Not long ago, I mentioned that the University of Chicago’s Statement on Free Expression had been adapted into a model statement by the Foundation for Individual Rights in Education. It seems that such statements are needed now more than ever, and in that spirit, I recently proposed the model statement to my institution’s Faculty Council, with an eye toward presenting it to the full faculty. I proposed it not as a binding measure — there are existing statements on academic freedom in our faculty documents, and any expansions of that sort would have to be approved by the school’s Board of Trustees — nor in response to any attempts at restraint here at the college. In fact, I have never believed myself to be silenced here in Mondoville, as anyone who has had lunch with me in the college cafeteria can attest.
Nonetheless, I believe we are seeing an increasingly chilly climate for expression in America’s colleges and universities, and a corresponding rise in mobs of overgrown toddlers spouting nonsense like, “[A Yale faculty member] needs to stop instigating more debate.” Of course, that’s precisely the opposite of intellectual growth, but someone’s feelings may be bruised, so offenders must be shouted down or otherwise silenced. (And if not saying anything offends someone, well, let’s get rid of those folks too!) I despise mobs.

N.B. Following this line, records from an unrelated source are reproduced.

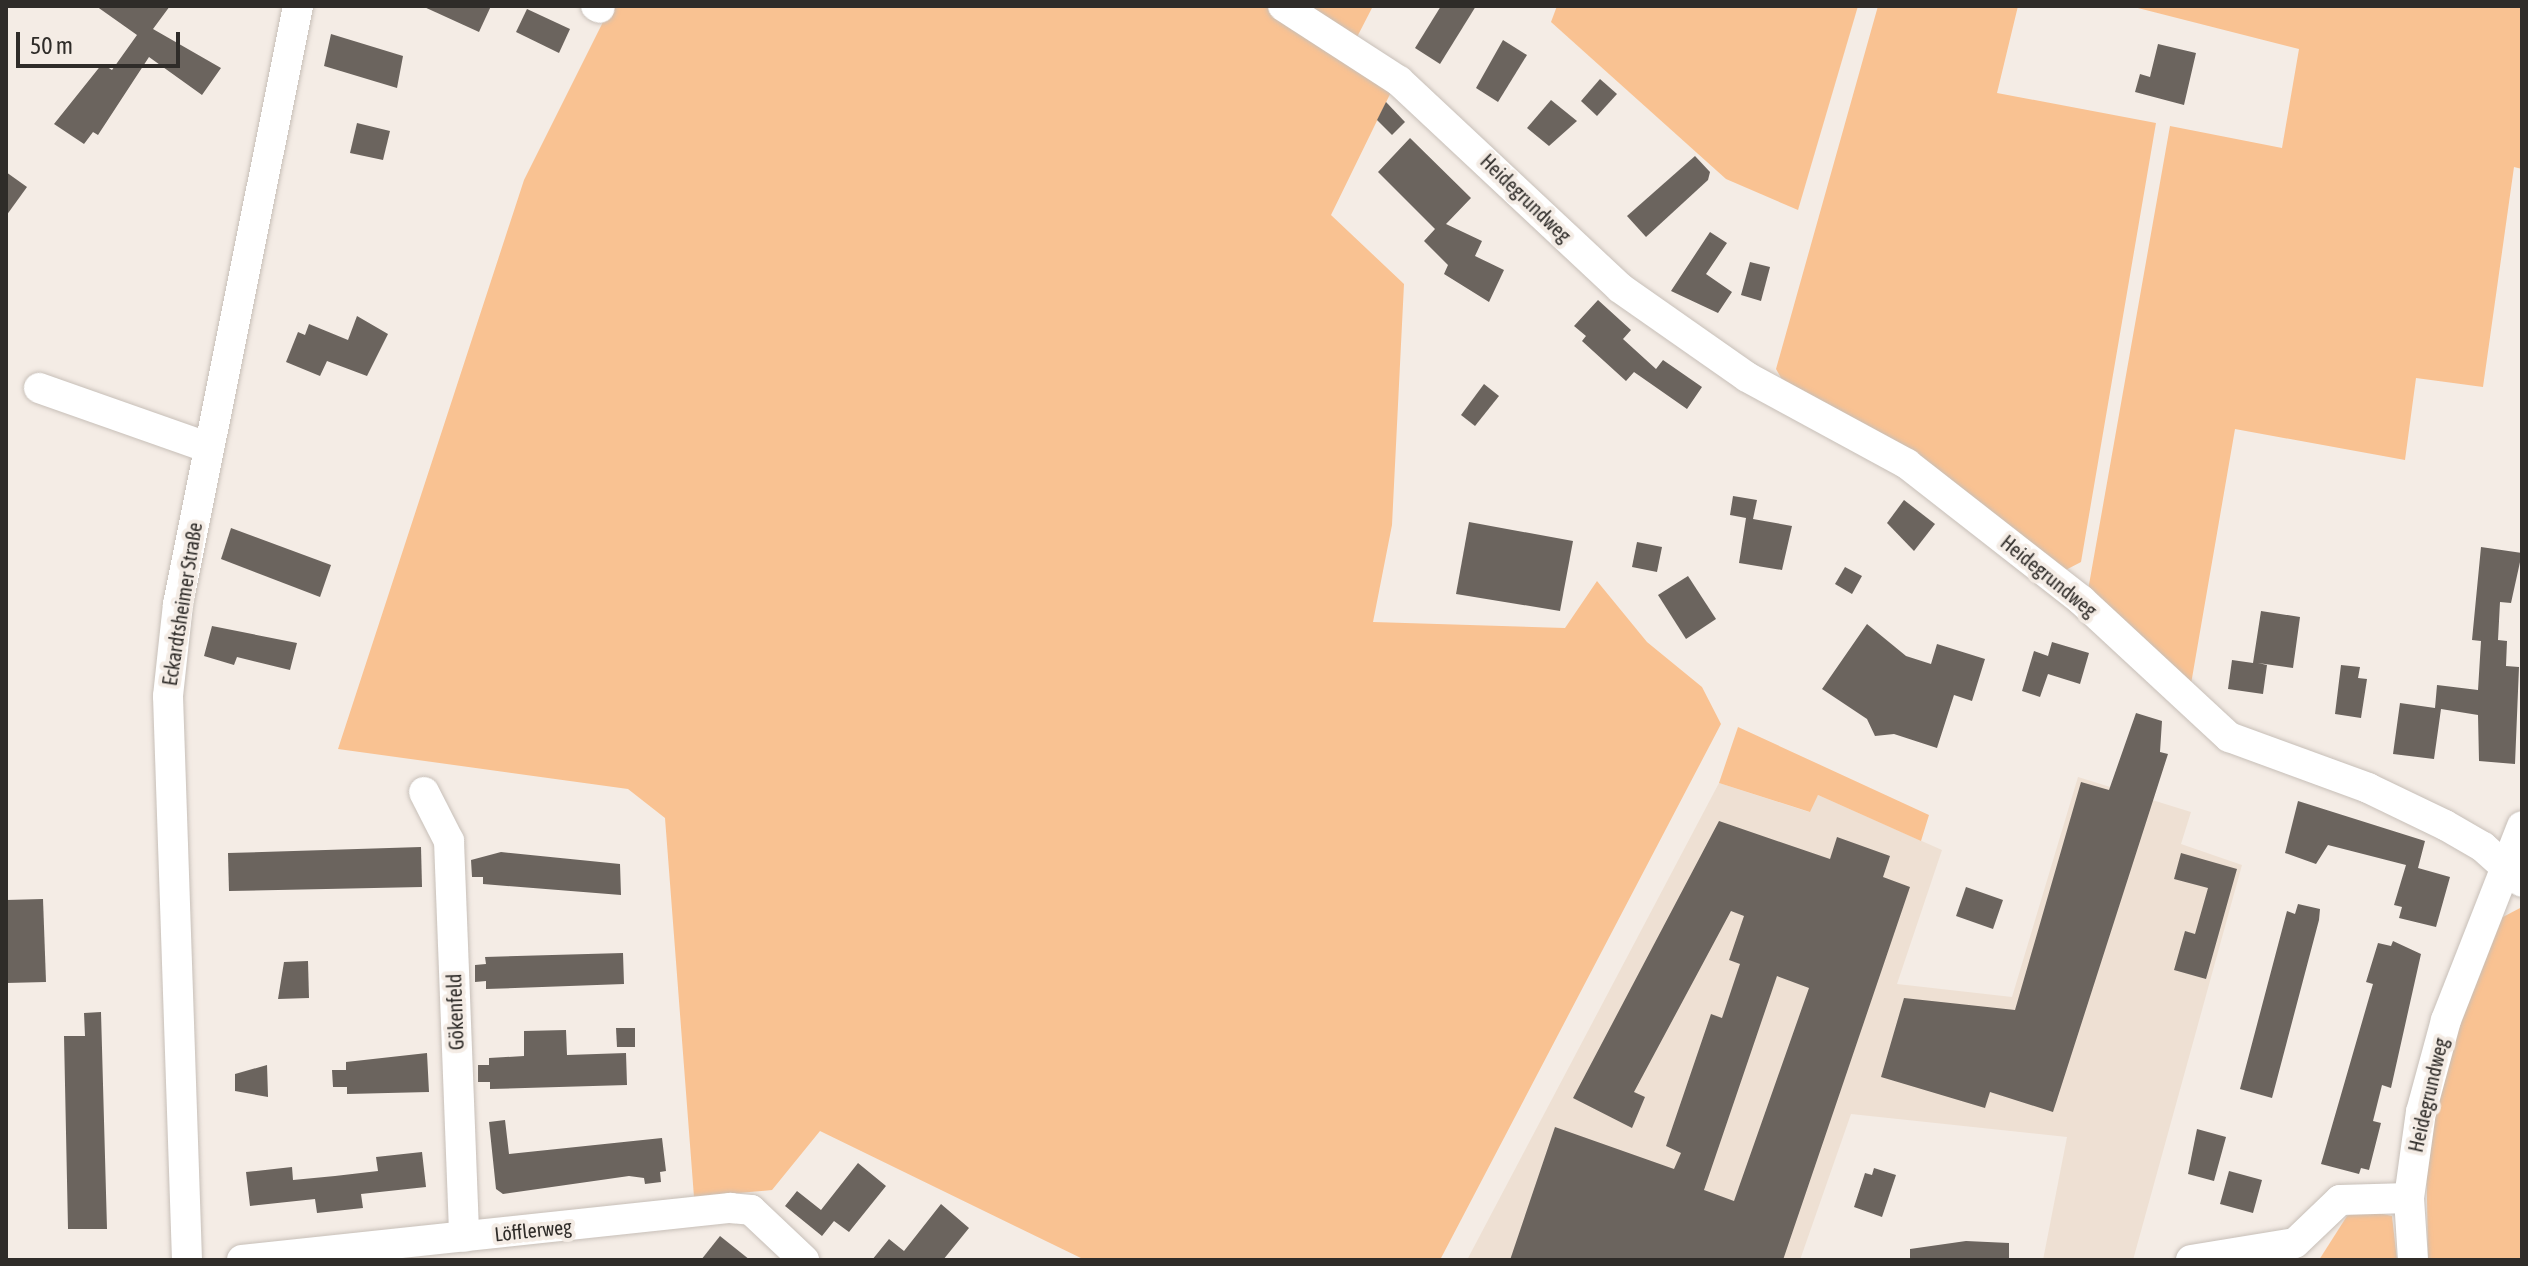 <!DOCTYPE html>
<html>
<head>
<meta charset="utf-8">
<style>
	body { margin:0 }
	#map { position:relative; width:2528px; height:1266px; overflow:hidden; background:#f4ece5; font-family:"Asap Condensed",sans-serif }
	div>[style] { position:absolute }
	.built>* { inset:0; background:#eee0d3 }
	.green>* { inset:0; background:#f9c292 }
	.building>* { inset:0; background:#6b645e }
	.roads { filter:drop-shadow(0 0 2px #c7bfb8) drop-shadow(0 0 2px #c7bfb8) }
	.minor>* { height:30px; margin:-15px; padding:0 15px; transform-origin:15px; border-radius:15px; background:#fff }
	span { translate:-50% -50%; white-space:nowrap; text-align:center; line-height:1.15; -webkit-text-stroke:8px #f4ece5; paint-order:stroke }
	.street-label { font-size:20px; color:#2f2c29 }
	.frame { position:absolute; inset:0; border:8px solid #2f2c29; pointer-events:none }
	.scale { position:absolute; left:16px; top:32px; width:164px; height:36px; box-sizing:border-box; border:4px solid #2f2c29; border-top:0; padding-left:10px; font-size:24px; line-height:28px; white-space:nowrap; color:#2f2c29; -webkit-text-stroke:6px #f4ece5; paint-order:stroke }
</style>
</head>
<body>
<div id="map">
	<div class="built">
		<div style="clip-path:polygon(2078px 777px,2191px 812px,2181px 844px,2242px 865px,2133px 1260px,2043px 1260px,2067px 1137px,1851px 1114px,1800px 1260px,1467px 1260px,1719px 783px,1809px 812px,1818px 795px,1942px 850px,1897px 984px,2012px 997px)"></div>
	</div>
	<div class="green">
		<div style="clip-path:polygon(611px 6px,1264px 6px,1393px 88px,1331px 215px,1404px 284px,1392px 525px,1373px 622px,1565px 628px,1597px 581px,1647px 642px,1702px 687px,1721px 724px,1440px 1260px,1085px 1260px,820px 1131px,772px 1190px,694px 1197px,665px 818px,628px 789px,338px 749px,524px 180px)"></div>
		<div style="clip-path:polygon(1300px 6px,1373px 6px,1356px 39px)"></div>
		<div style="clip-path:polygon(1557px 6px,1858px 6px,1798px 210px,1726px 179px,1551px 22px)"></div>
		<div style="clip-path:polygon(1878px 6px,2018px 6px,1997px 93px,2156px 123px,2081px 562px,2060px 573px,1784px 383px,1776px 369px)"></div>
		<div style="clip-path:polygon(2130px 6px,2522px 6px,2522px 169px,2514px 167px,2483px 387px,2416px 378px,2405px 460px,2235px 429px,2191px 684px,2087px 596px,2170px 126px,2282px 148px,2299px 49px)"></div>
		<div style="clip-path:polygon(1738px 727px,1929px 815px,1921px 841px,1818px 795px,1810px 812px,1719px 783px)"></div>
		<div style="clip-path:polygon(2522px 907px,2522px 1260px,2428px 1260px,2426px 1138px,2459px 1020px,2501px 918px)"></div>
		<div style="clip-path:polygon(2360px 1209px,2392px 1216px,2397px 1260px,2319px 1260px,2347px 1216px)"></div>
	</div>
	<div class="building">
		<div style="clip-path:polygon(96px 6px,170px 6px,153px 29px,221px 68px,202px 95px,149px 57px,98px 135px,93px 132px,84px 144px,54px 124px,102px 64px,112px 70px,137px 35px)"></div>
		<div style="clip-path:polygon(422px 6px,491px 6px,479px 32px)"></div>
		<div style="clip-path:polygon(1441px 6px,1476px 6px,1440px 64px,1415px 48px)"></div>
		<div style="clip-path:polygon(527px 9px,570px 29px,559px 53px,516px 32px)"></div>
		<div style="clip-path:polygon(331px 34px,403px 56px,397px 88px,324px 66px)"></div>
		<div style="clip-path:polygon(1503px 40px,1527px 55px,1498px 102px,1476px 88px)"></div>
		<div style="clip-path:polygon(2158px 44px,2196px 53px,2184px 105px,2135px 92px,2140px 74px,2150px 77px)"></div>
		<div style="clip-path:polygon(1600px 79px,1617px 94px,1597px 116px,1581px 101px)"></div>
		<div style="clip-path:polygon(1551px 100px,1577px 121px,1549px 146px,1527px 128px)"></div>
		<div style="clip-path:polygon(1386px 102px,1405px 122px,1392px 135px,1377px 120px)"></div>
		<div style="clip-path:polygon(357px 123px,390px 131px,383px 160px,350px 153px)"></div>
		<div style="clip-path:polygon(1410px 138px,1471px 198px,1446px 224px,1482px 241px,1475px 256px,1504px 270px,1489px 302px,1444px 274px,1448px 265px,1424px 241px,1435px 229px,1378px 172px)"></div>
		<div style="clip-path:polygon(1695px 156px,1710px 172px,1708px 180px,1646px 237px,1627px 216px)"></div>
		<div style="clip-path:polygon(6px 172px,27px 187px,6px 216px)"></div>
		<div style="clip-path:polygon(1710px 232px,1727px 243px,1706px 274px,1732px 292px,1718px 313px,1671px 291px)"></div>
		<div style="clip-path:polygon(1750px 262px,1770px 267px,1761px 301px,1741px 295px)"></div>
		<div style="clip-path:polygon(1598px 300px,1631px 330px,1623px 339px,1656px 369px,1663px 360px,1702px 387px,1687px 409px,1634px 372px,1626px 381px,1582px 341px,1586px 336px,1574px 326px)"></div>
		<div style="clip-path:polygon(357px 316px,388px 334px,367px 376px,327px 361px,320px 376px,286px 362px,298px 332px,305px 335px,309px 324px,348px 340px)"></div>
		<div style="clip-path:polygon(1484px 384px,1499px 396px,1475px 426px,1461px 415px)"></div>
		<div style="clip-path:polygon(1733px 496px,1757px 500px,1753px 519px,1792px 526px,1782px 570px,1739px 563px,1746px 518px,1730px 515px)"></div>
		<div style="clip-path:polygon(1904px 500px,1935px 524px,1914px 551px,1887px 523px)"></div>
		<div style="clip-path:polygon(1469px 522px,1573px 541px,1560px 611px,1456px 594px)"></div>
		<div style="clip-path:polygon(231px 528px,331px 565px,320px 597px,221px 559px)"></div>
		<div style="clip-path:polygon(1637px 542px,1662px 547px,1657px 572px,1632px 567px)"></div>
		<div style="clip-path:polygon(2481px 547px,2522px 553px,2511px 603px,2500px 602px,2498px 640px,2507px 641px,2506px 666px,2519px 667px,2515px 764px,2479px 761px,2478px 715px,2441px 709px,2434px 759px,2393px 754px,2400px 703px,2435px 708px,2437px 685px,2478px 690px,2481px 641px,2472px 640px)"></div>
		<div style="clip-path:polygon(1845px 567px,1862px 576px,1852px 594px,1835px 584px)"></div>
		<div style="clip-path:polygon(1688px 576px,1716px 619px,1686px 639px,1658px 595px)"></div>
		<div style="clip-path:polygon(2261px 611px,2300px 617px,2293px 668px,2258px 663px,2267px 665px,2263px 694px,2228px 689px,2232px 660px,2253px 663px)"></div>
		<div style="clip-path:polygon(1867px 624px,1906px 656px,1931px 664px,1937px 644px,1985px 659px,1972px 701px,1954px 695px,1937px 748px,1894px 734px,1875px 736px,1867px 719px,1822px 689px)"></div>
		<div style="clip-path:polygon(212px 626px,297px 643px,290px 670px,237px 657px,234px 665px,204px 656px)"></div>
		<div style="clip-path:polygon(2052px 642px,2089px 653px,2080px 684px,2048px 674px,2040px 697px,2022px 691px,2034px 651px,2048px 656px)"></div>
		<div style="clip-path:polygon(2341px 665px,2360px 667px,2358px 678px,2367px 679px,2361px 718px,2335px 714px)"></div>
		<div style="clip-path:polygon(2136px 713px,2162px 721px,2160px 752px,2168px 754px,2053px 1112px,1990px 1092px,1985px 1108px,1881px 1077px,1904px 998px,2015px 1010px,2081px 782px,2109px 790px)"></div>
		<div style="clip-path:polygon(2298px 801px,2425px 841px,2418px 868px,2411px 866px,2450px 877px,2436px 927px,2399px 918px,2402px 907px,2394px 905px,2406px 865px,2328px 845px,2316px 864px,2285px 853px)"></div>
		<div style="clip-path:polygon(evenodd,1719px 821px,1830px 859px,1837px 837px,1890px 856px,1883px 877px,1910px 887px,1783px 1260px,1510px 1260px,1555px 1127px,1674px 1169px,1681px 1153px,1666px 1146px,1711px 1014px,1722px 1018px,1740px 964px,1729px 960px,1744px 916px,1731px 911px,1634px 1092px,1645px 1097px,1632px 1128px,1573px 1098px,1719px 821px,1777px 976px,1809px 988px,1734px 1201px,1704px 1190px,1777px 976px)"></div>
		<div style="clip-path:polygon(421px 847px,422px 887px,229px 891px,228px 853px)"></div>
		<div style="clip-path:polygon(501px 852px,620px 864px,621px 895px,483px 884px,483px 877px,472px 877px,471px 860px)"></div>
		<div style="clip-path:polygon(2181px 853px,2237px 869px,2206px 979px,2174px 970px,2185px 931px,2195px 934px,2208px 888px,2174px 879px)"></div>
		<div style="clip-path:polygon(1966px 887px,2003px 900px,1993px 929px,1956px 916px)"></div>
		<div style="clip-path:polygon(43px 899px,46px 982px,6px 983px,6px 900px)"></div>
		<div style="clip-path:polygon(2298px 904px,2320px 909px,2319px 920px,2272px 1098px,2240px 1089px,2287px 911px,2295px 914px)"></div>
		<div style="clip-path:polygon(2393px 941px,2421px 954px,2391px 1088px,2382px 1085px,2373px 1121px,2381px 1123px,2369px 1170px,2361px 1168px,2359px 1174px,2321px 1164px,2373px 984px,2366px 982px,2378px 943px,2391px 946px)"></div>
		<div style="clip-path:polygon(623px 953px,624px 984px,486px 989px,486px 981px,475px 982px,475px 965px,486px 964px,485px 957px)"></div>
		<div style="clip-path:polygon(308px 961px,309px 998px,278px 999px,284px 962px)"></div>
		<div style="clip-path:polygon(101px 1012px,107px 1229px,68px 1229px,64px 1036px,85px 1036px,84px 1013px)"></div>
		<div style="clip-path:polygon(616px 1028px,635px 1028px,635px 1047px,617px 1047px)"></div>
		<div style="clip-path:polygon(566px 1030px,567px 1055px,626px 1053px,627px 1085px,490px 1089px,490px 1082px,478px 1082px,478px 1065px,489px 1065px,489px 1058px,524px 1056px,524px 1031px)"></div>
		<div style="clip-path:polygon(427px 1053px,429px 1092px,347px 1094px,347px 1087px,333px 1087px,332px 1070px,346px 1070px,346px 1062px)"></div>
		<div style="clip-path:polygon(267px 1065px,268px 1097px,235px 1091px,235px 1074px)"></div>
		<div style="clip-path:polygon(505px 1120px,509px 1154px,662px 1138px,666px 1171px,660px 1172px,661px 1182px,645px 1184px,644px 1178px,629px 1176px,503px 1194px,496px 1189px,489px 1122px)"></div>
		<div style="clip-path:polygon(2197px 1129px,2226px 1137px,2214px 1181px,2188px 1174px)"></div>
		<div style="clip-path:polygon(422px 1152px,426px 1187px,361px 1194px,363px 1208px,317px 1213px,315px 1199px,250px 1206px,246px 1172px,292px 1167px,293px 1180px,335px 1176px,378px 1171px,376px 1157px)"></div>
		<div style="clip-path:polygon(858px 1163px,886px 1186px,849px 1232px,834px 1221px,822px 1236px,785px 1206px,797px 1191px,821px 1210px)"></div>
		<div style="clip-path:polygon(1874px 1168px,1896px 1175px,1882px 1217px,1854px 1207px,1865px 1173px,1872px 1175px)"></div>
		<div style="clip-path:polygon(2229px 1171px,2262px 1180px,2253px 1213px,2220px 1204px)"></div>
		<div style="clip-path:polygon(941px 1204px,969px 1228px,943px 1260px,872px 1260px,889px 1239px,904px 1251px)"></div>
		<div style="clip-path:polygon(720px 1236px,750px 1260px,701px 1260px)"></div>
		<div style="clip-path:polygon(1966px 1241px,2009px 1243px,2009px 1260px,1910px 1260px,1910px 1249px)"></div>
	</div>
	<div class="roads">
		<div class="minor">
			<div style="left:596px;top:6px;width:4px;rotate:27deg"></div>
			<div style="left:1283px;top:6px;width:138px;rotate:32.9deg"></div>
			<div style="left:1399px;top:81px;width:303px;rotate:43.1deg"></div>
			<div style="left:1620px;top:288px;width:155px;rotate:35deg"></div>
			<div style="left:1747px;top:377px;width:182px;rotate:28.5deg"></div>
			<div style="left:1907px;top:464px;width:221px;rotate:38deg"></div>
			<div style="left:2081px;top:600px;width:202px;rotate:42.8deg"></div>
			<div style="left:2229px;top:737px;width:148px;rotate:20.1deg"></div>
			<div style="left:2368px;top:788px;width:85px;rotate:25.7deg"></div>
			<div style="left:2445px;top:825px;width:44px;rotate:30.1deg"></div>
			<div style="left:2483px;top:847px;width:52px;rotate:41.9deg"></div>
			<div style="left:39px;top:388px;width:180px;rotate:19.4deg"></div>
			<div style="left:424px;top:792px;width:55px;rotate:63deg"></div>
			<div style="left:449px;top:841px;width:396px;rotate:87.8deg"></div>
			<div style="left:187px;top:1260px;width:564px;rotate:-91.93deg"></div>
			<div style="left:168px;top:696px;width:93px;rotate:-83.8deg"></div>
			<div style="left:178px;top:604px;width:610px;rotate:-78.65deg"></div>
			<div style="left:242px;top:1260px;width:491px;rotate:-6.1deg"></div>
			<div style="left:730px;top:1208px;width:21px;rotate:5deg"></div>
			<div style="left:751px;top:1210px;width:73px;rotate:43.3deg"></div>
			<div style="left:2191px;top:1260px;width:105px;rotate:-9.3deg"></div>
			<div style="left:2295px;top:1243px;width:62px;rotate:-43.7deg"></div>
			<div style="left:2340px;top:1200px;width:69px;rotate:-1.7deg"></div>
			<div style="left:2413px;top:1260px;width:62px;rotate:-93.7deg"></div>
			<div style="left:2409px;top:1198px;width:87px;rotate:-82.1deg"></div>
			<div style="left:2421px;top:1112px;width:95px;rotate:-74.8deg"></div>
			<div style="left:2446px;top:1020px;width:208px;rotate:-68.6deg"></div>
		</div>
	</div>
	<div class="street-label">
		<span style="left:1526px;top:198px;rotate:44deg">Heidegrundweg</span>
		<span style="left:2049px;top:576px;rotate:39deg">Heidegrundweg</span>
		<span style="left:182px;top:604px;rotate:-81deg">Eckardtsheimer Straße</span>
		<span style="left:455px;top:1012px;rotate:-92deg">Gökenfeld</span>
		<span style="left:2428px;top:1095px;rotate:-77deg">Heidegrundweg</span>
		<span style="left:533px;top:1230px;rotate:-6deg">Löfflerweg</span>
	</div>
	<div class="frame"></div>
	<div class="scale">50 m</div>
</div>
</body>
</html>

Consequently, I think it would be a good idea for the faculty of which I’m a member to reaffirm a commitment to free expression, even if that affirmation is symbolic and non-binding. Hence, my submission of the statement to the faculty council. As I told my colleagues there, I think of this action as prophylactic in nature — and perhaps a step toward extending the freedom we faculty enjoy to the larger campus community.
Well, I’m pleased to report that the council voted to forward the statement for consideration to the full faculty. More as it happens, but I’m glad we’ve moved this far.